Если бы только в твоей власти было сказать каждому, кто жаждет стать правителем, такие слова как: «Хорошо, брат, ты будешь правителем, но помни, слабый человек, что когда ты наденешь свой красивый мундир и сядешь на своего коня, когда ты будешь скакать во главе отряда и кавалькады с десятью тысячами вооруженных людей, следующих за тобой пешком, как рабы за своим господином, и аплодисменты глупой толпы будут раздирать воздух, ни один глаз не увидит великолепия твоего триумфа и ни одно ухо не услышит оглушительных криков!» – поверь мне на слово, маленький барон, никто больше не захочет быть правителем.

– Там, где нет правителей, маленький барон, – продолжал учёный, – там не может быть последователей; там, где нет последователей, не будет и ссор. Когда это становится необходимым в нашей стране, мы формируем Большой круг для обсуждения. Каждый записывает то, что думает, на свой планшет. Затем мнения читаются и подсчитываются, и выбирается большинство. Но мы образуем Великий круг только в случае крайней необходимости. Вообще говоря, и небольшие круги отвечают всем этим целям; на самом деле семейного круга в большинстве случаев вполне достаточно.

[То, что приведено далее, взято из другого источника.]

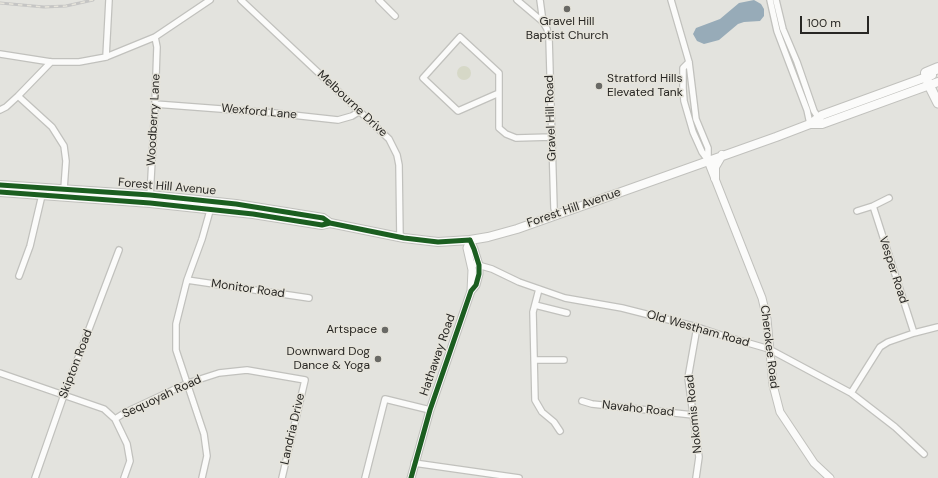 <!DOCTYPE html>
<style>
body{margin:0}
#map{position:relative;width:938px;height:478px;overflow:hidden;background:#e3e3de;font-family:"DM Sans",sans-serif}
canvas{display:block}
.scale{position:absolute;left:800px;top:16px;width:69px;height:18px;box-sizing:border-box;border:2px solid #282724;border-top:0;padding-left:5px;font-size:12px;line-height:14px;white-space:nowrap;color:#282724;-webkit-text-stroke:3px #e6e4db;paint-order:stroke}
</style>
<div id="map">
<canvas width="938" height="478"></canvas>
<div class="scale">100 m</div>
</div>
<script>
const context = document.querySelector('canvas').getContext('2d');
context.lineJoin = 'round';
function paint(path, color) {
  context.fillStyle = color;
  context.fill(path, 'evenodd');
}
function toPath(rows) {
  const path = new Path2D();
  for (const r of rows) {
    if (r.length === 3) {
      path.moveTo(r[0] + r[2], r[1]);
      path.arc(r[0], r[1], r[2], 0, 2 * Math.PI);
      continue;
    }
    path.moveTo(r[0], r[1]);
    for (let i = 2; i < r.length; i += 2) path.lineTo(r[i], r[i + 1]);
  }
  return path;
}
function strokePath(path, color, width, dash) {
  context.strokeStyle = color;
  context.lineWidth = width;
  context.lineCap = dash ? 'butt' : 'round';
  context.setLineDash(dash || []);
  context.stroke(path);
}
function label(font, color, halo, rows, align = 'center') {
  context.font = font + ' "DM Sans",sans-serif';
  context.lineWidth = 3;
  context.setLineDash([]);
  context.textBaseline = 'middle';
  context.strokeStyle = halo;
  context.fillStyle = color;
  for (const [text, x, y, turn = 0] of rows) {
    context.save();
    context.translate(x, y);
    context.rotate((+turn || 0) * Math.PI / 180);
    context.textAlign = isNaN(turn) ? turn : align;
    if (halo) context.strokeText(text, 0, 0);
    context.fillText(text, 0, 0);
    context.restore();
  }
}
paint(toPath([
 [464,73,7]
]), '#d6d8c7');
paint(toPath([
 [754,0,761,4,764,9,764,16,760,21,744,22,738,24,719,40,704,44,697,41,693,34,696,28,720,19,739,3]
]), '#97abb8');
const minor = toPath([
 [241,0,389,139,397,155,399,165,400,238],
 [379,0,395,16],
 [517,0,543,22,547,29,549,38,554,208,556,215],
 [540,0,543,22],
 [671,0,689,62,696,119,708,148,708,161],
 [770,0,777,31,807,110,810,124],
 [776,0,783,29,797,62,814,111,820,120],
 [460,37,499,73,499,93,458,111,423,78,460,37],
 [0,54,51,62,79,62,106,57,155,37,210,0],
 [106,57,109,0],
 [689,62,683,68,683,88,684,101,693,132,702,152,708,160],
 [499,93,499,128,506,134,516,138,552,137],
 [18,96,52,127,64,146,66,161,64,189],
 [155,104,274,113,338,120,352,116,360,111],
 [0,110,6,107,18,96,51,62],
 [150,197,155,104,157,47,155,37],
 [873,206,914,333],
 [857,211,873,206,889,198],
 [471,263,492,269,519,282,565,298,622,308,697,327,724,336,769,349,851,393,895,427,924,454],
 [19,276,30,246,42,195],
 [187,280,309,298],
 [539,289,533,312,535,400,542,412,554,422,560,431],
 [535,305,567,313],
 [534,360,564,360],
 [0,373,104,409,115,419,127,444,130,461,124,478],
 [851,393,880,347,888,342,914,333,938,327],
 [582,401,592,404,693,415],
 [115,419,126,412,188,383,219,373,247,370,305,380,282,478],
 [414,463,519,478],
 [35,478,64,395,119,250],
 [202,478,207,456,204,434,176,350,176,324,187,280,202,239,211,207],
 [365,478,385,399,430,410],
 [696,478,699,457,688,378,697,327]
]);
const tertiary = toPath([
 [708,161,762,298,767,319,773,385,780,412,814,463,830,478],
 [470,240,467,248,472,270,471,291],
 [411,478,430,410,471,291,476,285,479,274,479,265,474,249,470,240]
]);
const secondary = toPath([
 [810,124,822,124,938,82],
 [715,178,715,167,722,155],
 [0,185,150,195,236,204,323,218,330,223,404,238,438,242,470,240,488,237,517,229,776,137,810,124,822,115,932,75],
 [0,192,150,203,253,214,322,225,330,223]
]);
const trunk = toPath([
 [926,77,929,85,938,103]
]);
const motorway = toPath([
 [926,73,938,68]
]);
strokePath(minor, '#c1c1bd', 8);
strokePath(tertiary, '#c1c1bd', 9);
strokePath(secondary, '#c1c1bd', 10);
strokePath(trunk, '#c1c1bd', 11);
strokePath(motorway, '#c1c1bd', 12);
strokePath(minor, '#fbfbfa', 5.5);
strokePath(tertiary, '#fbfbfa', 7);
strokePath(secondary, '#fbfbfa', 8);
strokePath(trunk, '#fbfbfa', 9);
strokePath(motorway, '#fbfbfa', 10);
const rail = toPath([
 [0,3,44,7,66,6,93,0]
]);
strokePath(rail, '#c5c5c4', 3);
strokePath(rail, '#e6e4db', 1.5, [4.5]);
strokePath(toPath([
 [0,185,150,195,236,204,323,218,330,223,404,238,438,242,470,240],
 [0,192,150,203,253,214,322,225,330,223],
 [411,478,430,410,471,291,476,285,479,274,479,265,474,249,470,240]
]), '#1b5e20', 5);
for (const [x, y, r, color] of [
 [567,9,4,"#696965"],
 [599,86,4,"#696965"],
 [385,330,4,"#696965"],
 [378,359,4,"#696965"]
]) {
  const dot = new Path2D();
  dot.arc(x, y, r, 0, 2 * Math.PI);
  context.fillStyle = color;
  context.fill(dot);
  strokePath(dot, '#e6e4db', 1.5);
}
label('12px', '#282724', '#e6e4db', [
 ["Gravel Hill",567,22,"center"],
 ["Baptist Church",567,36,"center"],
 ["Stratford Hills",607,79,"left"],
 ["Elevated Tank",607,93,"left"],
 ["Artspace",377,330],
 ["Downward Dog",370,352],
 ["Dance & Yoga",370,366]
], 'right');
label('12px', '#282724', '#e6e4db', [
 ["Melbourne Drive",352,104,43],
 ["Wexford Lane",259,112,5],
 ["Gravel Hill Road",551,118,-92],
 ["Woodberry Lane",154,120,-87],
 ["Forest Hill Avenue",167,187,5],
 ["Forest Hill Avenue",574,208,-19],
 ["Vesper Road",893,270,72],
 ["Monitor Road",248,289,8],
 ["Old Westham Road",698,329,16],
 ["Cherokee Road",769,347,83],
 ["Hathaway Road",438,355,-71],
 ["Skipton Road",76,364,-69],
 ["Sequoyah Road",162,397,-25],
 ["Navaho Road",638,409,6],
 ["Nokomis Road",694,414,-96],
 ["Landria Drive",293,429,-77]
]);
</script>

Я коснулся сначала сердца Бочколобого в знак благодарности за многое, чему он меня научил, а затем его затылка, чтобы пожелать ему спокойной ночи. Можете себе представить его и мою радость, дорогие друзья, когда мудрый Балджер поднялся на задние лапы и правой лапой тоже поблагодарил учёного, а затем пожелал ему спокойной ночи легким постукиванием по затылку.

– Счастлив путешественник, – написал ученый соодопсий, – в сопровождении столь мудрого и бдительного спутника! Правда, он, как ребенок, ходит на четвереньках, но тем самым он выводит свое сердце и свой мозг на один уровень – единственный способ для мужчины носить их, если он хочет принести пользу своим ближним. Беда людей в верхнем мире, маленький барон, в том, что они слишком много думают. Они напрягают умы вместо того, чтобы напрягать руки; они отправляют посланников с дарами вместо того, чтобы дарить свое общение. Они нанимают людей, чтобы те танцевали для них, пели для них, веселились для них. Они не успокоятся, пока не наймут людей, которые помогут им скорбеть, которым они могут сказать: «Мой друг умер. Я любил его. Плачь по нему целых три дня».

Глава XX

Это длинная и печальная глава. – В ней рассказывается о том, как Надутая губа была потеряна, как соодопсии горевали о ней и кого они подозревали. – Балджер предоставляет поразительное доказательство своего удивительного интеллекта, которое позволяет мне убедить соодопсий в том, что мой «танцующий призрак» не был причиной смерти Надутой губы. – Настоящая история ее ужасной судьбы. – Что следует за моим открытием. – О том, как благодарные соодопсии построили для меня прекрасную лодку и как мы с Балджером прощаемся с землёй формифолку.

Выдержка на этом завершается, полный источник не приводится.